Oops.....I meant 14 days. Blood pressure is still high.


----------



## lindnet (Jan 25, 2009)

blefever said:


> You're forgiven. Take a deep breath and relax.4 days until K3 (I hope).


4 days? Awesome!

 Just thought I would help get us all going again.

I'm really hoping it does ship early. I leave for a cruise on the 28th and I would LOVE to have it by then!


----------



## The Hooded Claw (Oct 12, 2009)

luvmy4brats said:


> It's possible...


You're saying that an unknown stranger on the internet might post something that wasn't true in order to cause a stir?!?! I don't believe it, my idealism is shattered! Say it ain't so, Ethel!


----------



## lindnet (Jan 25, 2009)

blefever said:


> Oops.....I meant 14 days. Blood pressure is still high.


Oh


----------



## Tom Diego (Jun 30, 2010)

At least two other people have reported that their cards were charged.  One was definitely a credit card.


----------



## LibraryGirl (Dec 16, 2008)

Ok-so I don't get anything wrong this is a quote from another poster in Amazon's kindle forum  "C. Gibbon says:
I was just notified that my credit card was charged for my K3 today also. Not my bank debit card. But there is no shipping information in my Amazon account yet. I ordered on the 28th. "

I consider this a (hopeful) confirmation that something may (or may not) happen sooner that the 27th. Perhaps the 4 day typo is more correct than not?? Maybe, maybe...


----------



## lindnet (Jan 25, 2009)

Yeah, I saw one person said their CREDIT card was charged!  I checked mine.....nothing.


----------



## Tom Diego (Jun 30, 2010)

My wife just reminded me that I put it on our American Express card (for the additional warranty) instead of our Visa card that we normally use.

I just checked my American Express Recent Activity and I see something on there from Amazon...


----------



## Tom Diego (Jun 30, 2010)

...it's the -$186.02 credit for my K2 return!


----------



## lindnet (Jan 25, 2009)

Tom Diego said:


> ...it's the -$186.02 credit for my K2 return!


That's not funny, we're dying here!


----------



## LibraryGirl (Dec 16, 2008)

Tom Diego said:


> ...it's the -$186.02 credit for my K2 return!


 Shoot!! You really had my hopes up for a brief moment!


----------



## Tom Diego (Jun 30, 2010)

LibraryGirl said:


> Shoot!! You really had my hopes up for a brief moment!

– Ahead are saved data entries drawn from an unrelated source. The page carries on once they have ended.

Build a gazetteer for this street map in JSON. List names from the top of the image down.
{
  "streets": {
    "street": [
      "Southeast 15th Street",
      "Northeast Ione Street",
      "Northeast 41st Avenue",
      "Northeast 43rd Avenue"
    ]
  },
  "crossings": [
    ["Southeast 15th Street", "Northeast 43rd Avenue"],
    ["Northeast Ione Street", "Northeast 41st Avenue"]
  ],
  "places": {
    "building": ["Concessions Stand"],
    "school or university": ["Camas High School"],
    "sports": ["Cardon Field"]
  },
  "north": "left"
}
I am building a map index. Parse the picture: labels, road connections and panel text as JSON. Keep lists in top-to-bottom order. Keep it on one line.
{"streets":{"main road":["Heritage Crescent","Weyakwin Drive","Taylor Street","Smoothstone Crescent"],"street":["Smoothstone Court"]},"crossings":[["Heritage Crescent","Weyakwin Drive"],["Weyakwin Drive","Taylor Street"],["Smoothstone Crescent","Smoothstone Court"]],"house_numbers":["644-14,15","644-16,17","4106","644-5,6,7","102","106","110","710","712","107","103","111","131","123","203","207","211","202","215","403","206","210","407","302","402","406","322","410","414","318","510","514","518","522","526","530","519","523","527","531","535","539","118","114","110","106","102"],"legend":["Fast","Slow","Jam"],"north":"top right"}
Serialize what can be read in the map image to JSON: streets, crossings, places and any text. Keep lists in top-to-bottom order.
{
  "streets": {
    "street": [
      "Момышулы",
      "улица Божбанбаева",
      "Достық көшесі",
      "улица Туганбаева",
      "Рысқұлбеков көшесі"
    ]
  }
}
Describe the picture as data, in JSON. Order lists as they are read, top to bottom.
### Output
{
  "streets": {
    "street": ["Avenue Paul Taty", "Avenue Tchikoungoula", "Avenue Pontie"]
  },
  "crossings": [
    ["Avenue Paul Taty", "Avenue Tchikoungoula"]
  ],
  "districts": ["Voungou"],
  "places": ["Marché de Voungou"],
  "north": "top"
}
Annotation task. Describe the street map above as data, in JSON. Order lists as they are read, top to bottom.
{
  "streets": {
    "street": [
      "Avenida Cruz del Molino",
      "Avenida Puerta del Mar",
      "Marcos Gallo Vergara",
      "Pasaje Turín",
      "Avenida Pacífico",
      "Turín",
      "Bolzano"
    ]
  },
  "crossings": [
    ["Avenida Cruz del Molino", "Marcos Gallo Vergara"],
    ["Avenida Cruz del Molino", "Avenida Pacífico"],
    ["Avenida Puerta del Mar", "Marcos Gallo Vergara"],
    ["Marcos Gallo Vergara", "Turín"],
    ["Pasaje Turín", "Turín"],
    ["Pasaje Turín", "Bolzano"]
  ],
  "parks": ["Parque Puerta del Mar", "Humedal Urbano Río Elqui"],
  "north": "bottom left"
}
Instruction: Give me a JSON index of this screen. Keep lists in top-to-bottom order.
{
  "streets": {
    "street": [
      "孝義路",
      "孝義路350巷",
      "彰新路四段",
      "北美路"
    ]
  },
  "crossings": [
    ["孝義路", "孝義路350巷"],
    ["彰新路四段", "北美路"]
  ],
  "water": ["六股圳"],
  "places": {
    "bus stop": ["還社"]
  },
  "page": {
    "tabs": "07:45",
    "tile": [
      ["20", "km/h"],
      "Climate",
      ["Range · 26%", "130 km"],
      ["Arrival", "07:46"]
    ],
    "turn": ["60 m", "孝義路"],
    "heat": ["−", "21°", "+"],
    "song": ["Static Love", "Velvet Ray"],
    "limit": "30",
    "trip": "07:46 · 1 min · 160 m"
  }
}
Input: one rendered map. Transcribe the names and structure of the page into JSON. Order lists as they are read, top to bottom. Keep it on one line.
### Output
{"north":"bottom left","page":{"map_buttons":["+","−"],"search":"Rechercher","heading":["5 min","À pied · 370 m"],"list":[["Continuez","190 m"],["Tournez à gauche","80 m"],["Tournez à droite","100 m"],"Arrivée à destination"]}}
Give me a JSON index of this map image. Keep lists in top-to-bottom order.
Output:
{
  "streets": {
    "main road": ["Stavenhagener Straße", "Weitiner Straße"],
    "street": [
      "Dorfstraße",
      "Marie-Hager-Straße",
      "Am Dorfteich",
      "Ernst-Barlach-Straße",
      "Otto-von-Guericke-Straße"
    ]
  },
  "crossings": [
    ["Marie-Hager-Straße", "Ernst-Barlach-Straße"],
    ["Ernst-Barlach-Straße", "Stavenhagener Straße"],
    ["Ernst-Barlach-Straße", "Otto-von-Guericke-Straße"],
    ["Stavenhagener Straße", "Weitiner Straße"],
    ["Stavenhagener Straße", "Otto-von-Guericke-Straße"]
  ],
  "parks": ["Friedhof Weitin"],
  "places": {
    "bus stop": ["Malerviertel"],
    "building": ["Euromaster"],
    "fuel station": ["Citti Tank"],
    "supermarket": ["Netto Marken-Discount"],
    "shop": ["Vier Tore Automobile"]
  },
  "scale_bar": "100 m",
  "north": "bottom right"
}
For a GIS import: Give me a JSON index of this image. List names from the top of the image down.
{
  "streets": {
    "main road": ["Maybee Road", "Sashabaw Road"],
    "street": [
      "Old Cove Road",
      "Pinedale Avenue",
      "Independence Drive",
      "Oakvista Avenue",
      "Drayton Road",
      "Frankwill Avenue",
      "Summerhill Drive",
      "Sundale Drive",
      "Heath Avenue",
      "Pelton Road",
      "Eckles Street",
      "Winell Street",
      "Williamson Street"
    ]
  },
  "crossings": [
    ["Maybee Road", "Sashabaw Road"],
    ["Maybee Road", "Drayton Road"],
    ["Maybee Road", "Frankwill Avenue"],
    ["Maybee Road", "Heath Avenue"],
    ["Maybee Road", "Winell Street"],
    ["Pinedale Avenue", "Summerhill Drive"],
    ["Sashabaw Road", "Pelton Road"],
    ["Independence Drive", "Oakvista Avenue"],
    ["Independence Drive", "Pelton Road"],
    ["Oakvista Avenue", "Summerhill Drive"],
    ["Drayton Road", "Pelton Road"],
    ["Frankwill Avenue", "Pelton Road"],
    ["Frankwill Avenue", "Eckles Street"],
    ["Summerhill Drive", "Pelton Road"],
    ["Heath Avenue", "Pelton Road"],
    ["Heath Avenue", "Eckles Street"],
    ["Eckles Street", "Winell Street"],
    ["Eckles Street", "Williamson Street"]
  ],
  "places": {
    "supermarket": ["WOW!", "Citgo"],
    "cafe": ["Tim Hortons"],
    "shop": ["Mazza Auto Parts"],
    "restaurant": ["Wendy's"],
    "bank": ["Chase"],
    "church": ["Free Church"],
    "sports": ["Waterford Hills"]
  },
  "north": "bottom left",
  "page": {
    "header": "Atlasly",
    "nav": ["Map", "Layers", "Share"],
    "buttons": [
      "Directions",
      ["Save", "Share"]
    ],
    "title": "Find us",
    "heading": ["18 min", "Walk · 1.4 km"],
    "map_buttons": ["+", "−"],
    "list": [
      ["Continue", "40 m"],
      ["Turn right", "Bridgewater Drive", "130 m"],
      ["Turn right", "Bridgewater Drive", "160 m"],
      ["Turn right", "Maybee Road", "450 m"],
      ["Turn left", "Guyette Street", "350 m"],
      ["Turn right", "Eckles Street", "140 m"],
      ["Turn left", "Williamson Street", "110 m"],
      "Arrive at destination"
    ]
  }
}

I actually had _my _hopes up when I saw Amazon!


----------



## blefever (Jul 29, 2010)

Could it be? could it REALLY be?? Please let it be!!!!!!!!


----------



## kimbertay (Sep 16, 2009)

I checked the card I used....nothing


----------



## Toby (Nov 25, 2008)

Heather, I thought that was you in the pink! You look so young here. I thought that was you & a younger sister. LOL! I think that you are a wonderful, generous, thoughtful friend. That's so cool that you have been friends since 9 years old.
    Heather, I can't seem to find the thread where you posted that you returned the KDXG, & I was curious as to why?


----------



## Tom Diego (Jun 30, 2010)

In searching around on the AmEx site I found that I can set spending alerts.  I just set up an alert to notify me if any spending is over $180, sent to both my e-mail address and a text message to my phone.  Since we only use this card at Costco at this point and don't have any plans to use it within the next week or so, AmEx should text me when my Kindle is charged!


----------



## lindnet (Jan 25, 2009)

Tom Diego said:


> In searching around on the AmEx site I found that I can set spending alerts. I just set up an alert to notify me if any spending is over $180, sent to both my e-mail address and a text message to my phone. Since we only use this card at Costco at this point and don't have any plans to use it within the next week or so, AmEx should text me when my Kindle is charged!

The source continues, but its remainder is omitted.